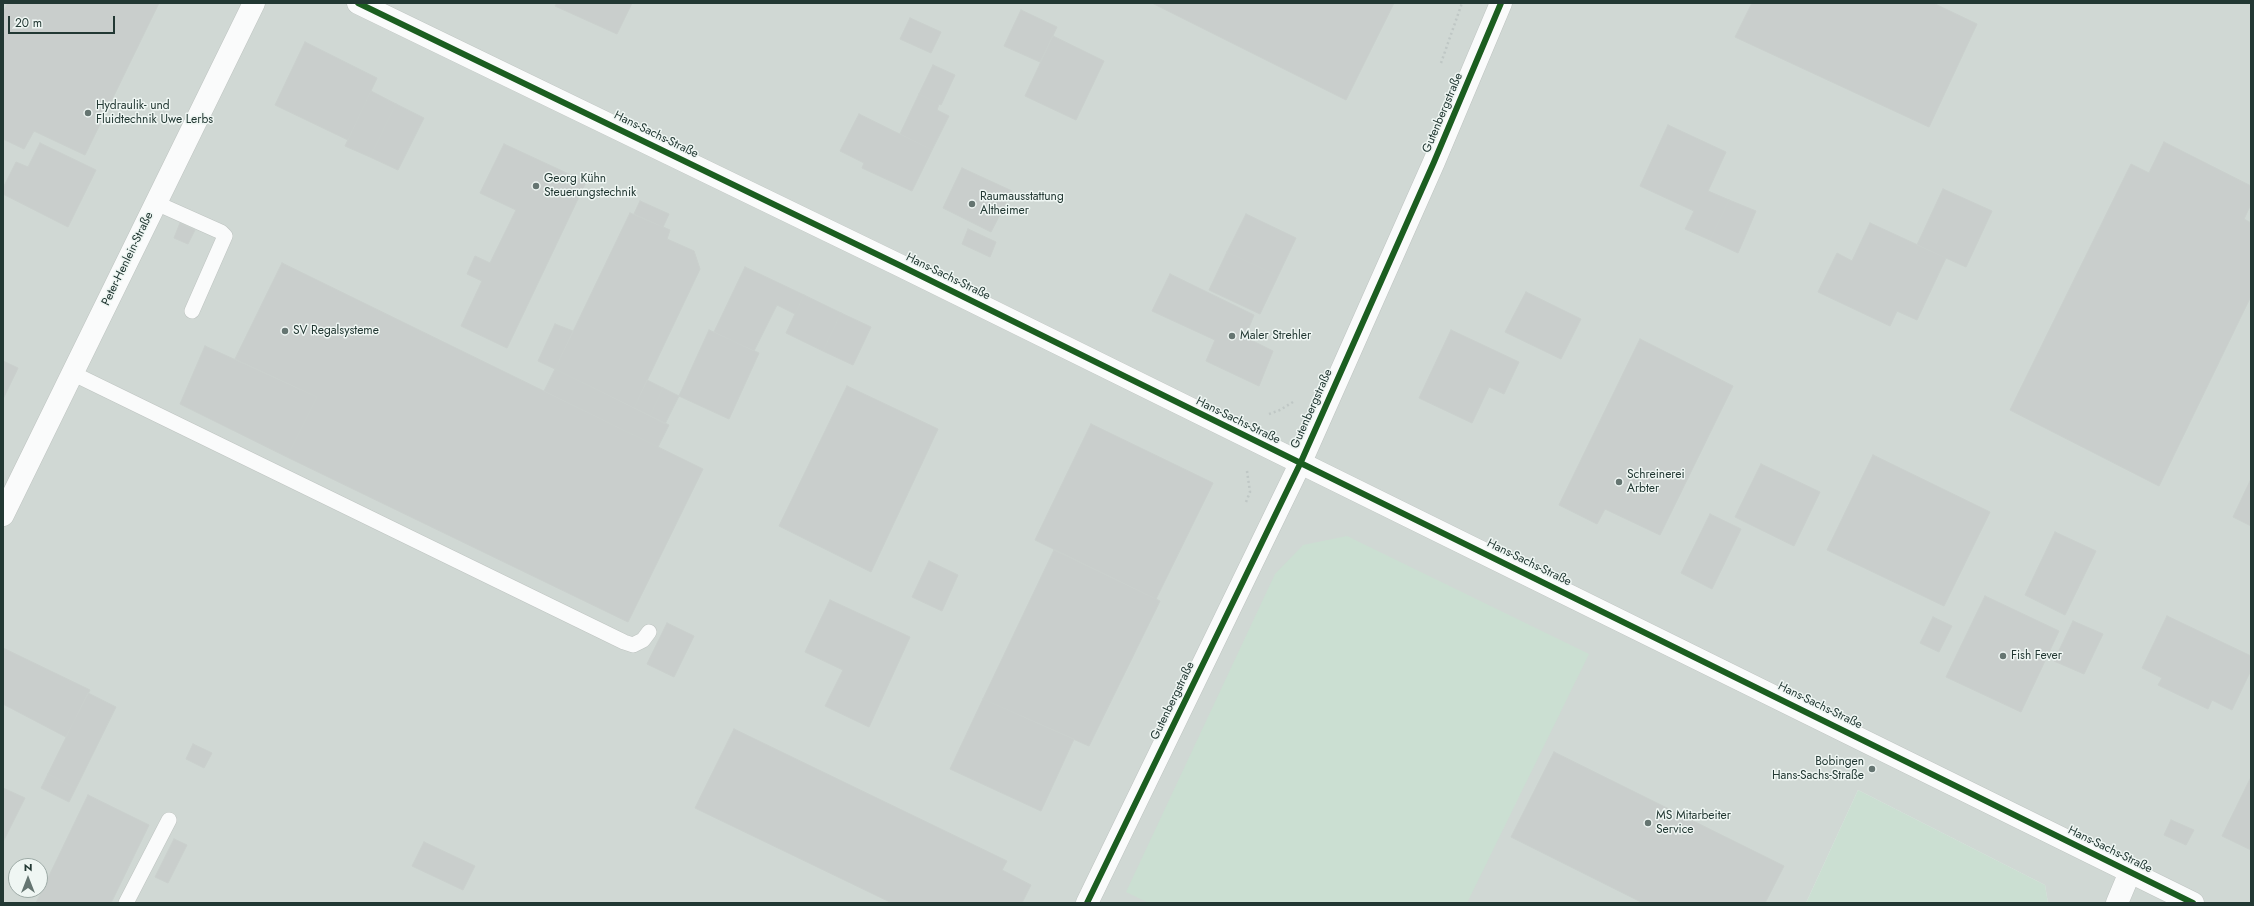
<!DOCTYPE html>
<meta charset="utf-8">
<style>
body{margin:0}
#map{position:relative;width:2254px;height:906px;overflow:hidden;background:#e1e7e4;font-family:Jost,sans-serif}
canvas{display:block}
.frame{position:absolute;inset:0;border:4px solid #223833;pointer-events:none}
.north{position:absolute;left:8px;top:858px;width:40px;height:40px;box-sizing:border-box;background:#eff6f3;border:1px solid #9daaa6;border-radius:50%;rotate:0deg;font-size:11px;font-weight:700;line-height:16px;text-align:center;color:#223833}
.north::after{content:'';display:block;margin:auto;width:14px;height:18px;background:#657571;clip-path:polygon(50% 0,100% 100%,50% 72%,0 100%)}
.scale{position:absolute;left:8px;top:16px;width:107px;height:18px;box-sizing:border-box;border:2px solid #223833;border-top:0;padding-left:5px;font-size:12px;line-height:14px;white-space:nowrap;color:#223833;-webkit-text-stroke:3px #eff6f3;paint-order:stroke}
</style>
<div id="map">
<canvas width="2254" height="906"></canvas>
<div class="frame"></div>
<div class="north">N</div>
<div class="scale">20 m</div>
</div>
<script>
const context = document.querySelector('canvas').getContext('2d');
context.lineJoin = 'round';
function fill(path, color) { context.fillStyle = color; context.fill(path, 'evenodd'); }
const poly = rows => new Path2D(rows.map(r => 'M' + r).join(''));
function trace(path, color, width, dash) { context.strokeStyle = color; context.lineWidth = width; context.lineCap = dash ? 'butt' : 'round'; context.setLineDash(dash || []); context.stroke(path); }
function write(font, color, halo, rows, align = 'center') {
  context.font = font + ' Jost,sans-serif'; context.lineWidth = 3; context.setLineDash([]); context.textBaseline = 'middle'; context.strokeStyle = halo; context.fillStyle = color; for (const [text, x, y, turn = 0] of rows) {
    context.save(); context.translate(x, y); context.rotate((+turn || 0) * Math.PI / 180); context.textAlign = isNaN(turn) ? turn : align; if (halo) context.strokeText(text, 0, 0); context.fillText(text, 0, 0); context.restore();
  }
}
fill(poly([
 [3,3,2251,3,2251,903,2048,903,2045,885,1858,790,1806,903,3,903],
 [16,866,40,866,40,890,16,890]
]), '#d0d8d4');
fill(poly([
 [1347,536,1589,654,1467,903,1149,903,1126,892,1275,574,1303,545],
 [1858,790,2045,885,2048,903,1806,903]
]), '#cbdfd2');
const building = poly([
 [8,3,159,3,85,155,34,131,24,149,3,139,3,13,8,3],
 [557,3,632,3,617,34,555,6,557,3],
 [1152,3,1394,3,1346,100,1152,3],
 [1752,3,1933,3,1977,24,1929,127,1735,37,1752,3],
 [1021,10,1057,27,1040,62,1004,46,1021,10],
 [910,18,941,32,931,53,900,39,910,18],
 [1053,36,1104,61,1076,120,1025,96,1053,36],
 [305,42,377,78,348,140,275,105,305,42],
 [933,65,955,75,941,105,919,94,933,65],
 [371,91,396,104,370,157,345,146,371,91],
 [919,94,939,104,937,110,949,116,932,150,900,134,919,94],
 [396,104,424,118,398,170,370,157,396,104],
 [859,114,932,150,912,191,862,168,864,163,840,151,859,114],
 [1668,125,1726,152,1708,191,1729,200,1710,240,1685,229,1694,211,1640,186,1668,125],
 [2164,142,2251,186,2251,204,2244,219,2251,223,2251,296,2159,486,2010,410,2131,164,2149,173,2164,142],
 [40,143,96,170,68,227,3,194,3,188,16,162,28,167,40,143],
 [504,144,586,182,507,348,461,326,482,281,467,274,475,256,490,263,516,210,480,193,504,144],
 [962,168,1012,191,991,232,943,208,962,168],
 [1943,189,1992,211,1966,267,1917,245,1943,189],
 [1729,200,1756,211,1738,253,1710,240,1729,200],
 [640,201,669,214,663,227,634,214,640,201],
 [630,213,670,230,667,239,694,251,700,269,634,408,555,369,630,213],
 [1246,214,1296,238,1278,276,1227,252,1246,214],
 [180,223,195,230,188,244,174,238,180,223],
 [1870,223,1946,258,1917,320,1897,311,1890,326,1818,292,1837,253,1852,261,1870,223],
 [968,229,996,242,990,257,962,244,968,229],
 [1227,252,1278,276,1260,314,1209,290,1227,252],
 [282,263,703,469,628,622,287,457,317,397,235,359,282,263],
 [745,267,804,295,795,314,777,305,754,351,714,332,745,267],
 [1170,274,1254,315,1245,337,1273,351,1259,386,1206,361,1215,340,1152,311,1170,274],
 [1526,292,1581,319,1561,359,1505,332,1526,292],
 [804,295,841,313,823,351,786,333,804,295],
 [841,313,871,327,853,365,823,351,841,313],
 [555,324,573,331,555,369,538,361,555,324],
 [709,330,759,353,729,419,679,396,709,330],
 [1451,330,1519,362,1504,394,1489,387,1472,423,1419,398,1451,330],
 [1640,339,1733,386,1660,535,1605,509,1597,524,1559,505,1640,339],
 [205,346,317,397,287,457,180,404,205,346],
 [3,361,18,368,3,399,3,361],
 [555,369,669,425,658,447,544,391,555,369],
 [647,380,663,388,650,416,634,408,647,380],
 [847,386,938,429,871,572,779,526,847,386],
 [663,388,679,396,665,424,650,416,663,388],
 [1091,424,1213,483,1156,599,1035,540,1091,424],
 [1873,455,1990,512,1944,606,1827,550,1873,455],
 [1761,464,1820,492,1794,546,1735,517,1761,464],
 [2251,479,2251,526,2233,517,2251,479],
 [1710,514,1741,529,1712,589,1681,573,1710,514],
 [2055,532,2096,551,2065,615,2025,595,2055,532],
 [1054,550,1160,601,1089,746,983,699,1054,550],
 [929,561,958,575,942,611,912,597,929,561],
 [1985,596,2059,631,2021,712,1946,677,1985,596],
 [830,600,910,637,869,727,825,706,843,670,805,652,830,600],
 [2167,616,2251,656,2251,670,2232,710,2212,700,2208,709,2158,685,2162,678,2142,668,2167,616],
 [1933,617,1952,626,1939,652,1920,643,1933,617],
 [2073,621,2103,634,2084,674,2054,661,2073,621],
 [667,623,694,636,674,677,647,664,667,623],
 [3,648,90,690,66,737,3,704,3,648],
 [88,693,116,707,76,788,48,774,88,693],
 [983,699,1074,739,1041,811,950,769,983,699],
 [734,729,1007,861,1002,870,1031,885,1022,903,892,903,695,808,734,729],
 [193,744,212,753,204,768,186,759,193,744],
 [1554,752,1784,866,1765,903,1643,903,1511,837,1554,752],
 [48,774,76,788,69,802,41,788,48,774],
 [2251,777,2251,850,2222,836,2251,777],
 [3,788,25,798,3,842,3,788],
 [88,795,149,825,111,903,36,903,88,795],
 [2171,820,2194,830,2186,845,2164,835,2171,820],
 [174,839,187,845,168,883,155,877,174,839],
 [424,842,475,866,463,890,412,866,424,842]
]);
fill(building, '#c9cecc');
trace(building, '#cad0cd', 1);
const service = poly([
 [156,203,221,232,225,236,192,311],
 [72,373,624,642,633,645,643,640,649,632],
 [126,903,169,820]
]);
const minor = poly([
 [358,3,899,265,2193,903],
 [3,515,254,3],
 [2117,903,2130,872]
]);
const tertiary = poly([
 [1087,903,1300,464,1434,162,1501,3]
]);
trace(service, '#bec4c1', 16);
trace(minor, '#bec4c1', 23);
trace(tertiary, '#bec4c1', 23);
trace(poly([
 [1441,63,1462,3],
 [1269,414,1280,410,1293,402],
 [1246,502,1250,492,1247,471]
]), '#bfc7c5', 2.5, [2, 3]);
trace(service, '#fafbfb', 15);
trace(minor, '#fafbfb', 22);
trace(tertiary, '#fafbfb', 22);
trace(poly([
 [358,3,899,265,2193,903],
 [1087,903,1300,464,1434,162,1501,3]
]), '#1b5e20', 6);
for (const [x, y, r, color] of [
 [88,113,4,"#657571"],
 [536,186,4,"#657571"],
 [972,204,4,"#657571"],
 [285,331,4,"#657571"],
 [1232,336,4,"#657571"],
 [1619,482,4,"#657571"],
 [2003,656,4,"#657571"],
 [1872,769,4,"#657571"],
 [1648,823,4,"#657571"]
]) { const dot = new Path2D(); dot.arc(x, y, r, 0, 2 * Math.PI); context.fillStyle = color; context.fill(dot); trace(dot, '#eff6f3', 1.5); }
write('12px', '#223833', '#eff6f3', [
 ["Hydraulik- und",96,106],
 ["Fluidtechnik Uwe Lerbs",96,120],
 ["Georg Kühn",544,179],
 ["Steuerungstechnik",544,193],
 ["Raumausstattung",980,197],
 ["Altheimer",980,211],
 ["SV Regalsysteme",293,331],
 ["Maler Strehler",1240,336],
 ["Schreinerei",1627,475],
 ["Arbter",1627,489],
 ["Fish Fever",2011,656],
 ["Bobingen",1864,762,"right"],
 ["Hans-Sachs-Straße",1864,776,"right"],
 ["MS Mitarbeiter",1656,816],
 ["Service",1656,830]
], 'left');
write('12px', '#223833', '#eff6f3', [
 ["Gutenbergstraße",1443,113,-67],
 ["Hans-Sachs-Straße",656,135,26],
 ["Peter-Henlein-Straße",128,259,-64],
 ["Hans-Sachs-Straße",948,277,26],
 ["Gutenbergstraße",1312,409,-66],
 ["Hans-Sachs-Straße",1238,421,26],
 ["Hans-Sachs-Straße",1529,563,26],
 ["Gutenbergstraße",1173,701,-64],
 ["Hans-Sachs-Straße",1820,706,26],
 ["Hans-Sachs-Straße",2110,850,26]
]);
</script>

===

■ Exercise brief: An answer is complete only when it holds every line above containing the string "function".

■ Solved problem:
function fill(path, color) { context.fillStyle = color; context.fill(path, 'evenodd'); }
function trace(path, color, width, dash) { context.strokeStyle = color; context.lineWidth = width; context.lineCap = dash ? 'butt' : 'round'; context.setLineDash(dash || []); context.stroke(path); }
function write(font, color, halo, rows, align = 'center') {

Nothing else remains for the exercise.